[Saved data entries]
--- START ---

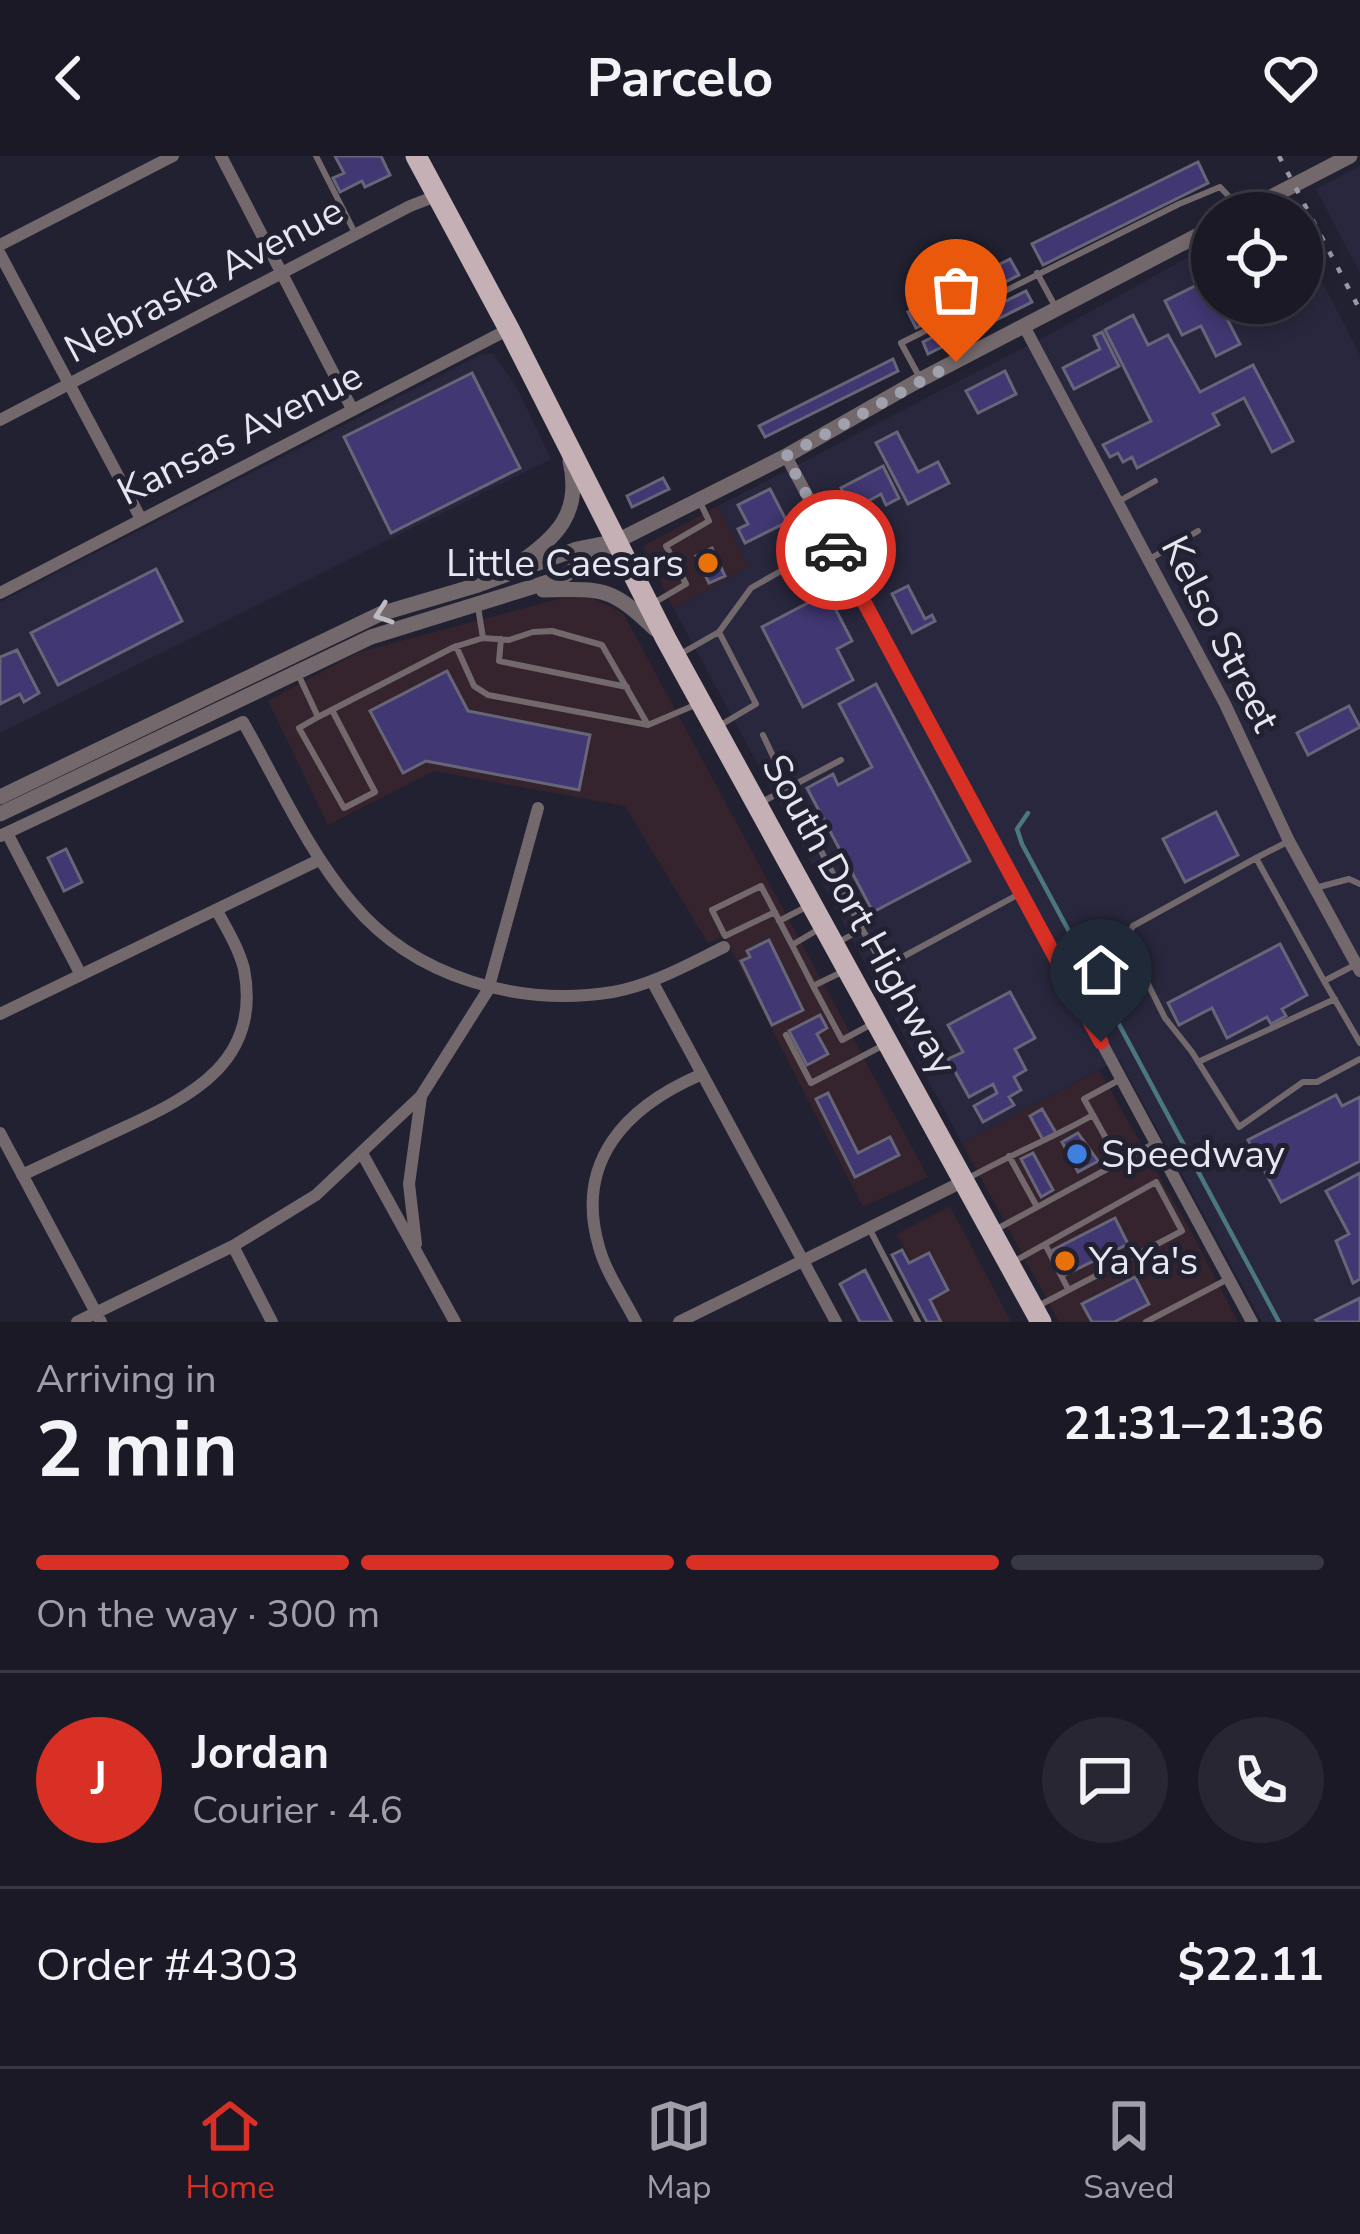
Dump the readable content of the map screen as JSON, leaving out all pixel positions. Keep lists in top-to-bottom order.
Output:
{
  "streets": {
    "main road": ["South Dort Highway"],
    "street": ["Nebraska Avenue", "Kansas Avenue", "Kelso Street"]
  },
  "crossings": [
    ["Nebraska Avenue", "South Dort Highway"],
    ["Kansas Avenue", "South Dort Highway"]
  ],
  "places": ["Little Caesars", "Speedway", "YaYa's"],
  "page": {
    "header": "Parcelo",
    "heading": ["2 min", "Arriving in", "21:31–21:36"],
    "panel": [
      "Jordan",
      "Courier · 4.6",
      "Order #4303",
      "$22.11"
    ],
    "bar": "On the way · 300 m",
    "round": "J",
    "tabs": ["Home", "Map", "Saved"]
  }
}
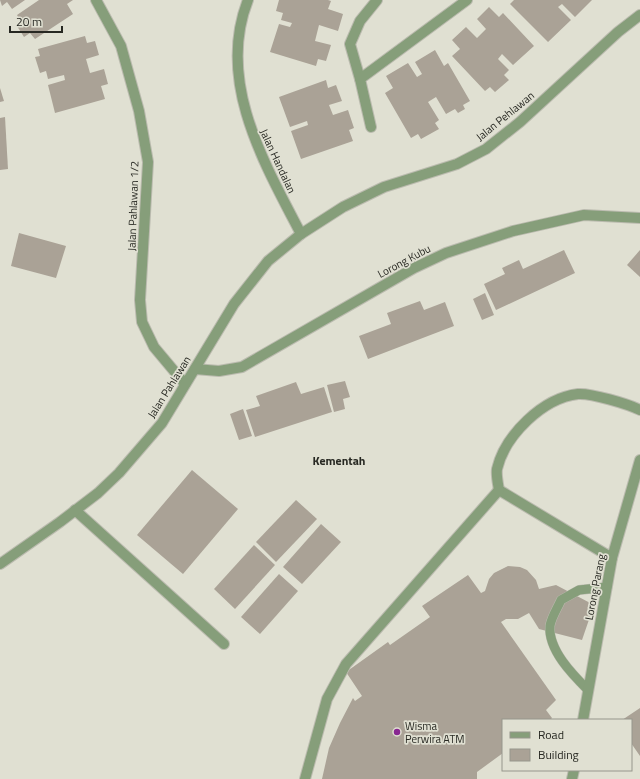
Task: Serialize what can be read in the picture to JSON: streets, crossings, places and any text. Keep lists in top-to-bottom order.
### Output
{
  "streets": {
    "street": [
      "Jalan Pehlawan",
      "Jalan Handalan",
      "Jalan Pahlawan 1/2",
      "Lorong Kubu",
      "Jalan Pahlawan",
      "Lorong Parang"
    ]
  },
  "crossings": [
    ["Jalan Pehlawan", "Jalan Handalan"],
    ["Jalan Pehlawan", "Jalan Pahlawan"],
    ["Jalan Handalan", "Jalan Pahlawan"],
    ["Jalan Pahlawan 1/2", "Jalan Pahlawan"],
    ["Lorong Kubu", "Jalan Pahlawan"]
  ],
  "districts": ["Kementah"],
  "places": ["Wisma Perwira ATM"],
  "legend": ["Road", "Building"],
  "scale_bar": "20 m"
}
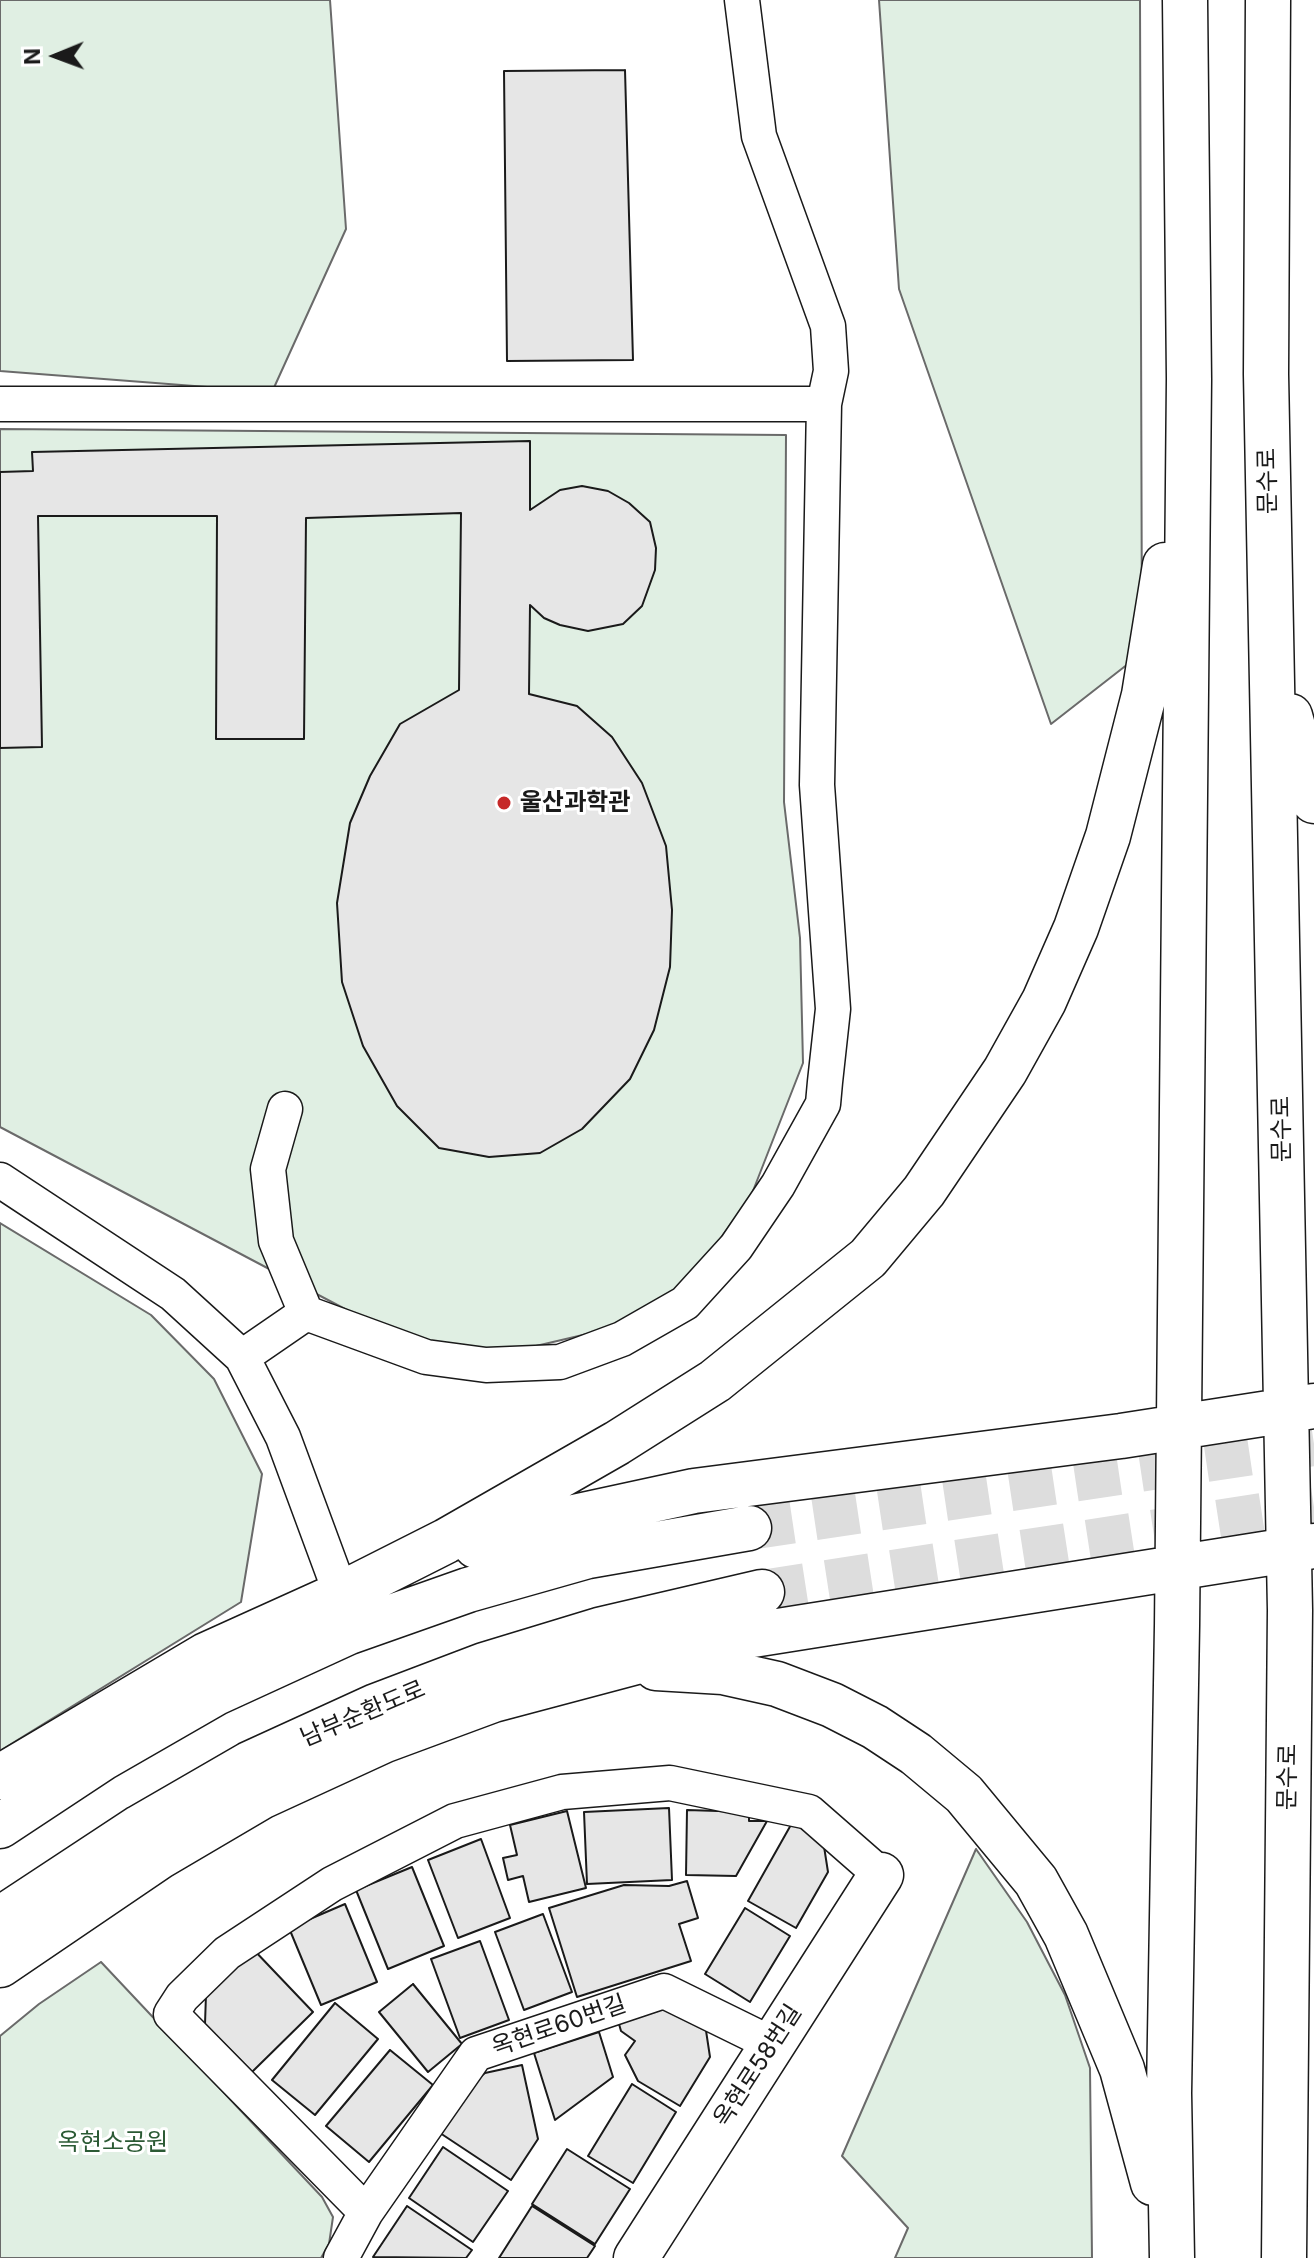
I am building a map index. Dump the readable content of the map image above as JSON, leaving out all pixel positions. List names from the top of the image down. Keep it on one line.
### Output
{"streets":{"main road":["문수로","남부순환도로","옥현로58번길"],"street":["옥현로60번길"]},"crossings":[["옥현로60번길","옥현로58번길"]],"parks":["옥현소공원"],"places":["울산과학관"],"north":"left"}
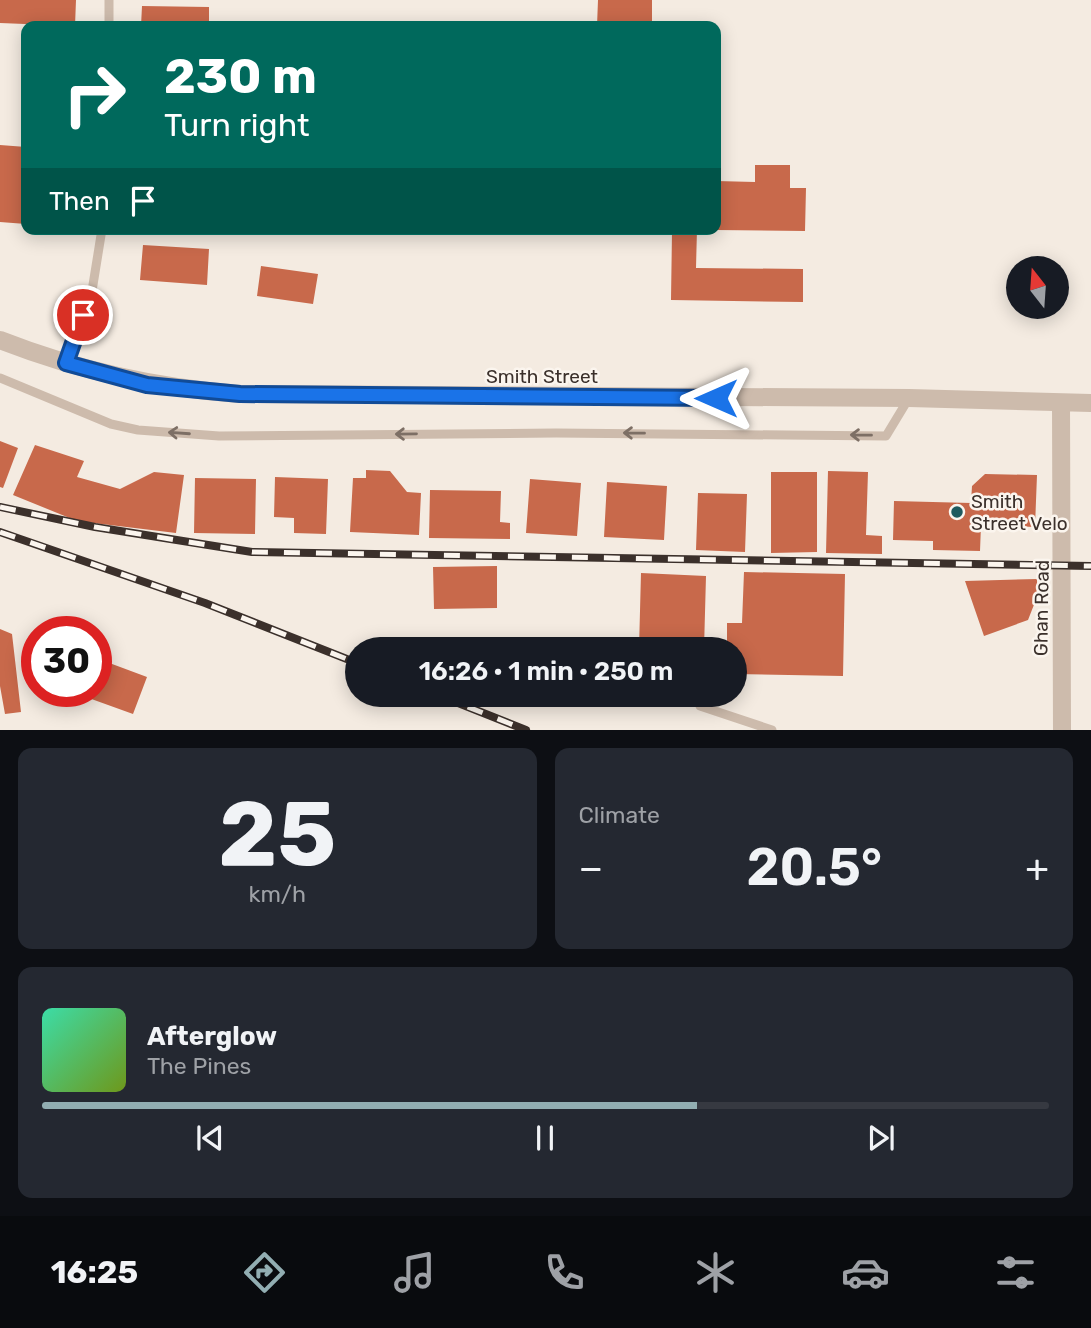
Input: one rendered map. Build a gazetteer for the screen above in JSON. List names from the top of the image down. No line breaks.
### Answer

--- END ---

**TASK GOAL**: What is needed is an exact copy of the records above, with no pictures in it.

**TASK RESULT**:
Dump the readable content of the map screen as JSON, leaving out all pixel positions. Keep lists in top-to-bottom order.
Output:
{
  "streets": {
    "main road": ["South Dort Highway"],
    "street": ["Nebraska Avenue", "Kansas Avenue", "Kelso Street"]
  },
  "crossings": [
    ["Nebraska Avenue", "South Dort Highway"],
    ["Kansas Avenue", "South Dort Highway"]
  ],
  "places": ["Little Caesars", "Speedway", "YaYa's"],
  "page": {
    "header": "Parcelo",
    "heading": ["2 min", "Arriving in", "21:31–21:36"],
    "panel": [
      "Jordan",
      "Courier · 4.6",
      "Order #4303",
      "$22.11"
    ],
    "bar": "On the way · 300 m",
    "round": "J",
    "tabs": ["Home", "Map", "Saved"]
  }
}
Task: Serialize what can be read in the picture to JSON: streets, crossings, places and any text. Keep lists in top-to-bottom order.
### Output
{
  "streets": {
    "street": [
      "Jalan Pehlawan",
      "Jalan Handalan",
      "Jalan Pahlawan 1/2",
      "Lorong Kubu",
      "Jalan Pahlawan",
      "Lorong Parang"
    ]
  },
  "crossings": [
    ["Jalan Pehlawan", "Jalan Handalan"],
    ["Jalan Pehlawan", "Jalan Pahlawan"],
    ["Jalan Handalan", "Jalan Pahlawan"],
    ["Jalan Pahlawan 1/2", "Jalan Pahlawan"],
    ["Lorong Kubu", "Jalan Pahlawan"]
  ],
  "districts": ["Kementah"],
  "places": ["Wisma Perwira ATM"],
  "legend": ["Road", "Building"],
  "scale_bar": "20 m"
}
I am building a map index. Dump the readable content of the map image above as JSON, leaving out all pixel positions. List names from the top of the image down. Keep it on one line.
### Output
{"streets":{"main road":["문수로","남부순환도로","옥현로58번길"],"street":["옥현로60번길"]},"crossings":[["옥현로60번길","옥현로58번길"]],"parks":["옥현소공원"],"places":["울산과학관"],"north":"left"}
Input: one rendered map. Build a gazetteer for the screen above in JSON. List names from the top of the image down. No line breaks.
### Answer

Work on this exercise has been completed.